Avocado’s higher value contributed to a $16 million increase — nearly 25 percent — in gross production value in Santa Barbara County. Most of the 350 avocado growers in the county are located in Carpinteria, with a few in Goleta, where the marine layer and morning dew create perfect conditions. (An avocado farm was planted in Santa Maria, but it will not produce fruit for years.)
About a year ago, the rural investigator for the Sheriff’s Office began to receive reports of large-scale theft on avocado farms. Thieves are known to enter orchards at night or in the early morning hours with backpacks or picking bags. Last August, Detective John McCarthy arrested a man — who was a picker — for stealing an estimated tens of thousands of dollars from a Carpinteria farm. He was caught with hundreds of dollars worth of avocados. He was prosecuted and sentenced to probation, McCarthy said.
This year, there have been fewer reports of theft because the crop size was smaller and the harvest was shorter, McCarthy said. Still, the theft reports this year have been “significant.”
In the U.S., California, known for the Haas variety, grows the most avocados. Imports from Mexico and Peru are increasingly significant, expanding competition.
“In California, we just fit in where we can,” Van Der Kar said. Van Der Kar doubted California’s acreage would ever fully come back. It takes five years to grow a fruit-bearing avocado tree.
Mexico’s crop is fairly stable year-round. The country’s harvest starts in late August and September, when consumers can expect to see lower prices at the market.
The good news is next year’s crop in California is expected to be plentiful. Currently the size of a golf ball, the rock-hard fruit grow on the same trees as the ripe ones. The trees benefited some from this winter’s rain, but farmers said it was not nearly enough.

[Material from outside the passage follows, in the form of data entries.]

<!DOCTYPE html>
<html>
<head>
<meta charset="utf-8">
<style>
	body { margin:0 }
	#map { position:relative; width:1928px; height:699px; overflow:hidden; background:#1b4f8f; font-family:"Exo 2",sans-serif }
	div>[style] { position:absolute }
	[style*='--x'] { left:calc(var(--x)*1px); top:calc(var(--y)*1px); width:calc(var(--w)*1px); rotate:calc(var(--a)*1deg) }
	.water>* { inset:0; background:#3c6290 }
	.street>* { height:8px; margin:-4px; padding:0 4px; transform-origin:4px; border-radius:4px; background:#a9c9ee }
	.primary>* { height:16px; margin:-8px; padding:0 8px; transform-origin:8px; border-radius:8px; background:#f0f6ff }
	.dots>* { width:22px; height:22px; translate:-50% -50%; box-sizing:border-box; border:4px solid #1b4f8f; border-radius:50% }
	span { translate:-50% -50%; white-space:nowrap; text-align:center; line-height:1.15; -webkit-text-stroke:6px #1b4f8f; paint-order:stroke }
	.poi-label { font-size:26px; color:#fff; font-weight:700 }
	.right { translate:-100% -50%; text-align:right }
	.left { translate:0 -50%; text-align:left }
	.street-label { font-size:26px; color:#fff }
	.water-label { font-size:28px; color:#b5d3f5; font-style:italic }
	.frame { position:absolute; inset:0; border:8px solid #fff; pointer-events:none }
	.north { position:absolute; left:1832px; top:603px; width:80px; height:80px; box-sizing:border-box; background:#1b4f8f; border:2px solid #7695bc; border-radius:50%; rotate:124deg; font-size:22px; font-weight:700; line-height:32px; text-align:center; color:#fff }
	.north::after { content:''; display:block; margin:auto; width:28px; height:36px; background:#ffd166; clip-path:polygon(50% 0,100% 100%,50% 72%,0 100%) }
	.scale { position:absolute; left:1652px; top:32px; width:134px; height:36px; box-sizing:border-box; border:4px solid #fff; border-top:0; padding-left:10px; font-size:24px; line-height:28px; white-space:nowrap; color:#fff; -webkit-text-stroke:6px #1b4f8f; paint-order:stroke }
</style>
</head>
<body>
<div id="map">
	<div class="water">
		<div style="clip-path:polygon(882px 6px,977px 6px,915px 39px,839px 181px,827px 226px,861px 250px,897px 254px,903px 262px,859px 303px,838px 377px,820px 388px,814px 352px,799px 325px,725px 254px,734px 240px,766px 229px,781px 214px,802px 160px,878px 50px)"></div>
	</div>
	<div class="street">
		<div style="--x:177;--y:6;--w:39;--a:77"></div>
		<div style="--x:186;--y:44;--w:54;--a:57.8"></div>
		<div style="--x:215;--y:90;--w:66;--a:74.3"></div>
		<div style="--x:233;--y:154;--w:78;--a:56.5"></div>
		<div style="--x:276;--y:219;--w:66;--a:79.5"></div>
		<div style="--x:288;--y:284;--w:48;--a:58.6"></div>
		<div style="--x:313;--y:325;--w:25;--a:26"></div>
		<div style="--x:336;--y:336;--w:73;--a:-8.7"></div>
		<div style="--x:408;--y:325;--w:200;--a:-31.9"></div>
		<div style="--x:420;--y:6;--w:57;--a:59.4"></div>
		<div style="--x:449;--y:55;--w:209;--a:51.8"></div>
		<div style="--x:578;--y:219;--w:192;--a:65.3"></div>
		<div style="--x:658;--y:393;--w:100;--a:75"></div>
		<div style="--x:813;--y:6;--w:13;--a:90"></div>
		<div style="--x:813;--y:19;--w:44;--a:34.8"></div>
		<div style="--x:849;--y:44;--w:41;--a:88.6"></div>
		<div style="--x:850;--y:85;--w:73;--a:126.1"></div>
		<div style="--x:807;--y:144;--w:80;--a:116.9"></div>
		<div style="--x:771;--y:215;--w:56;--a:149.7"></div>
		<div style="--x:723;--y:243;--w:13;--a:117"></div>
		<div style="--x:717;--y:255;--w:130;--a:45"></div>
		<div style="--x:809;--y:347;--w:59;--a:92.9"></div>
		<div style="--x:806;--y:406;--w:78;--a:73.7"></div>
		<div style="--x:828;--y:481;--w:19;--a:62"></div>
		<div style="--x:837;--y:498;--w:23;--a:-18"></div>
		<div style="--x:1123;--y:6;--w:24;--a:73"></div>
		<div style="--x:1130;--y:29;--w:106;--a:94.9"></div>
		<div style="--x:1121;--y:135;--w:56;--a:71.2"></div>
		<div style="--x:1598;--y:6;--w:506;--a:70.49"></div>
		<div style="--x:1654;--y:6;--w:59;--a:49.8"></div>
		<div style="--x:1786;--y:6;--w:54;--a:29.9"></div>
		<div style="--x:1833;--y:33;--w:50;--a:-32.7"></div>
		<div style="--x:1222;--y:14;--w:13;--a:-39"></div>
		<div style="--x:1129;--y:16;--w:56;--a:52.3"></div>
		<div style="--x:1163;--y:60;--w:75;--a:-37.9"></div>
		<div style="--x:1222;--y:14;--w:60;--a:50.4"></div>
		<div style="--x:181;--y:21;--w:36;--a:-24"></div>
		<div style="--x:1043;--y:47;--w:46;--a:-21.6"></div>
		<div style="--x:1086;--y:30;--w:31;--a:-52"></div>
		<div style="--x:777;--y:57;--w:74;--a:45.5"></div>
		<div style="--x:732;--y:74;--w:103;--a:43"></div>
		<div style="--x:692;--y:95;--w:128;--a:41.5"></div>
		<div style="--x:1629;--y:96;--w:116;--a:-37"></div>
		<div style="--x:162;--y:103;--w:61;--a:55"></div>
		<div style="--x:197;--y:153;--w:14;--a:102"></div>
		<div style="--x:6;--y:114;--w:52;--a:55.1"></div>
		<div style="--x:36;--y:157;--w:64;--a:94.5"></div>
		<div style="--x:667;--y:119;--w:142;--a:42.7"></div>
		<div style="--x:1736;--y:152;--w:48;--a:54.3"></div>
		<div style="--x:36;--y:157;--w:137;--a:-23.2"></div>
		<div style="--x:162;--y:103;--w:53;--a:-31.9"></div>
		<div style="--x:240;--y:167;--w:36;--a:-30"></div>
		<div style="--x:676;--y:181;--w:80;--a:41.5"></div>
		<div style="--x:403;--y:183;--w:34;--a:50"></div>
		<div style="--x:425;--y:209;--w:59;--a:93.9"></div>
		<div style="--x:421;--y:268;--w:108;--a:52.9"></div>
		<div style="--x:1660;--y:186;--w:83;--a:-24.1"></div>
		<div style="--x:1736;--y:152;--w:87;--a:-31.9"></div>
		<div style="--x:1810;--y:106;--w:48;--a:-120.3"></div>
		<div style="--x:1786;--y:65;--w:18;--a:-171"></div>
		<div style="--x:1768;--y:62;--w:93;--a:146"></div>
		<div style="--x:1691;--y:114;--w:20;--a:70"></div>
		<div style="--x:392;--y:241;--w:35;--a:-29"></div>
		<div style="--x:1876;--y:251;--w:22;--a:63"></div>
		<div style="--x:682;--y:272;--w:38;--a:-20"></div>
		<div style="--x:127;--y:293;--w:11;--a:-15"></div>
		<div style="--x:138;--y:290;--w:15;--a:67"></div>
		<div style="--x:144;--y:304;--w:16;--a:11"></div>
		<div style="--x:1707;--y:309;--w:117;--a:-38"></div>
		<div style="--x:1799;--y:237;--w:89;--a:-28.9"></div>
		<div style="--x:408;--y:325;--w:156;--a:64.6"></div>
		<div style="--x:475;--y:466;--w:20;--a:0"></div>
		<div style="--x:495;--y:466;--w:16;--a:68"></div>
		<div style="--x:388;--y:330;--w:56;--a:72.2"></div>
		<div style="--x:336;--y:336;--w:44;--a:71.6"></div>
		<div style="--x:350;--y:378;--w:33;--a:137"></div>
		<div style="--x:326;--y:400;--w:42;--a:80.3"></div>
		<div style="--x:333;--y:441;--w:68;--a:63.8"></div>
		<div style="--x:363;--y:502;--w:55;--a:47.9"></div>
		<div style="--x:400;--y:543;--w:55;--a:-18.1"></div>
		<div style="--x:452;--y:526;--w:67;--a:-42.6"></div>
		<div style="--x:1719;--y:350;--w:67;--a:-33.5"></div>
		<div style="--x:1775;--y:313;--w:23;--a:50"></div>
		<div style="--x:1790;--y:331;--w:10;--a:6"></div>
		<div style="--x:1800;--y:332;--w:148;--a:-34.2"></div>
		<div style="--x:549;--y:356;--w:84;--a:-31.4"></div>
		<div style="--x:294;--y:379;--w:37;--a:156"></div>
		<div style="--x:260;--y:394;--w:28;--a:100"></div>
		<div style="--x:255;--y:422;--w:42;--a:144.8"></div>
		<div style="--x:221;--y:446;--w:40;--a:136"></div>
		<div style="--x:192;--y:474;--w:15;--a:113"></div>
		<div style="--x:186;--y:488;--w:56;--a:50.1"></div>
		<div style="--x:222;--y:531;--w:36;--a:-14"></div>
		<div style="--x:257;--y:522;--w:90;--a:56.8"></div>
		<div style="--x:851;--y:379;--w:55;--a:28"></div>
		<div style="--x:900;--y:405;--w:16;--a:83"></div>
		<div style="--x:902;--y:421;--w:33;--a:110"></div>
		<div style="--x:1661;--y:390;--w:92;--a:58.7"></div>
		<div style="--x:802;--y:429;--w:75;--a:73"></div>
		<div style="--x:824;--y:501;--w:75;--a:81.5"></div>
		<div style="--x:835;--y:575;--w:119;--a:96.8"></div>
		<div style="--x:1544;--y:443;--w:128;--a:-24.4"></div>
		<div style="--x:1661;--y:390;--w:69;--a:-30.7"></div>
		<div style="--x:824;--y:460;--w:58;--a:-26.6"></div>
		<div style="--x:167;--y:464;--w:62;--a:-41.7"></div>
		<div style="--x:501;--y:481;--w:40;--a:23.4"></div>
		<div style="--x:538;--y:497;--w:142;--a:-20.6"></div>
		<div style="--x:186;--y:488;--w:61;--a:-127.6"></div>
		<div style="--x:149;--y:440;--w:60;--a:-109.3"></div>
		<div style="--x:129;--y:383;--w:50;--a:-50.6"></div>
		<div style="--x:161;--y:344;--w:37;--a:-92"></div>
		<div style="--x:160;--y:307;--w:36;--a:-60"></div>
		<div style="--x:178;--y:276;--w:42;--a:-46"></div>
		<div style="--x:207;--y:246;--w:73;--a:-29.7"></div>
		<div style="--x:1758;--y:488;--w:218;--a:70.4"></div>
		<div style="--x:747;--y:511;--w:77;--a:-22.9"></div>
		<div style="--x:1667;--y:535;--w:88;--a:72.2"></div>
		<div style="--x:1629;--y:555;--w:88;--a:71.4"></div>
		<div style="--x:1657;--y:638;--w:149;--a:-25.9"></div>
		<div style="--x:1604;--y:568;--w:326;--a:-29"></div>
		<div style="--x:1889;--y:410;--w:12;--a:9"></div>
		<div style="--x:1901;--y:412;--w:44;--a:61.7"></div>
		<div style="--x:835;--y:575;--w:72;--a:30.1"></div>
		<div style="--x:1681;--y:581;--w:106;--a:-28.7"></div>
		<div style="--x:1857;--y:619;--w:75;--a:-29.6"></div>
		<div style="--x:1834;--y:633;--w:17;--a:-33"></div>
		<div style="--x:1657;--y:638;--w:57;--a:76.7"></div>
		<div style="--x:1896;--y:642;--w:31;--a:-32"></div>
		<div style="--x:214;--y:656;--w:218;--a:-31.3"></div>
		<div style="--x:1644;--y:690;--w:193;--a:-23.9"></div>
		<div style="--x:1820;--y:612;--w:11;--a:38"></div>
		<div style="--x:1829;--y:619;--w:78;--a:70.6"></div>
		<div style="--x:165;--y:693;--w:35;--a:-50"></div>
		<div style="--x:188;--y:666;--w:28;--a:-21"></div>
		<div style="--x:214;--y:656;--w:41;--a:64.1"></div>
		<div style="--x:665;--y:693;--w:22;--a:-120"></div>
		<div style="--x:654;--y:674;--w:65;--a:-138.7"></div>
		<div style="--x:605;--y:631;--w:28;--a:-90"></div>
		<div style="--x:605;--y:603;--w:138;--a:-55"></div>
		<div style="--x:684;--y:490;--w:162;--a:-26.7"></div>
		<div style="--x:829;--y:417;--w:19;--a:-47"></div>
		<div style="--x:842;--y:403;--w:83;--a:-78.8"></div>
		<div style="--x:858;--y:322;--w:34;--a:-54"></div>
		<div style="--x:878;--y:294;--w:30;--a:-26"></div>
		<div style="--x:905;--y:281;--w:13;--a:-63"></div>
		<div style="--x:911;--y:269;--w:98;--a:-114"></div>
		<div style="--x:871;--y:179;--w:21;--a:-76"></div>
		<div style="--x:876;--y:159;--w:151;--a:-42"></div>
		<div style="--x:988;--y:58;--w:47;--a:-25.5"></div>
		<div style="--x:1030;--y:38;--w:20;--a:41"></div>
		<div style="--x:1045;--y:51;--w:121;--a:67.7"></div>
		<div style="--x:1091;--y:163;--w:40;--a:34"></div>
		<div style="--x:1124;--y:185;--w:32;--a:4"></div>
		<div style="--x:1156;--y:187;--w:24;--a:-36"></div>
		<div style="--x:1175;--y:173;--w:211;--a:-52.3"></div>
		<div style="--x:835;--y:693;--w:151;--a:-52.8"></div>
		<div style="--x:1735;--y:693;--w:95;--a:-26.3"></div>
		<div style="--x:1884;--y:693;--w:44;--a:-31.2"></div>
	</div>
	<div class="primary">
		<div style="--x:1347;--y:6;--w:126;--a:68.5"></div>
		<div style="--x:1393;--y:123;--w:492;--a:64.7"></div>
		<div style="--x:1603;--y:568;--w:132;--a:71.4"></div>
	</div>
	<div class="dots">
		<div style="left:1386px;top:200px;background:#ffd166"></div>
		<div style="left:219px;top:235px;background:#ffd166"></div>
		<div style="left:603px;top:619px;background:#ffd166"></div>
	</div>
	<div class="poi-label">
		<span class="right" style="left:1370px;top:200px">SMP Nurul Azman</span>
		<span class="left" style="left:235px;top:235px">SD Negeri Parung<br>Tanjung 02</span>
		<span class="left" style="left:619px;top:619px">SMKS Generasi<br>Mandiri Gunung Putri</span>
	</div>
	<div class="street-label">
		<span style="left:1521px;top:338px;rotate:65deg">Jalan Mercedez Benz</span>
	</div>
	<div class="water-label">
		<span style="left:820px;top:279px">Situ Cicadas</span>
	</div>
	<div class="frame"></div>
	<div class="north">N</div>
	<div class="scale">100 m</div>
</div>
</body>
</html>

In any case, the avocado beer sold year-round at Island Brewing Company in Carpinteria does not depend on the harvest: The brewery’s Avocado Honey Ale is not made with the fruit itself, but with honey pollinated in avocado orchards. “We’d be pretty upset if our run of avocado honey were to dry up,” owner Paul Wright said. “We check with our honey producer to make sure we have enough.”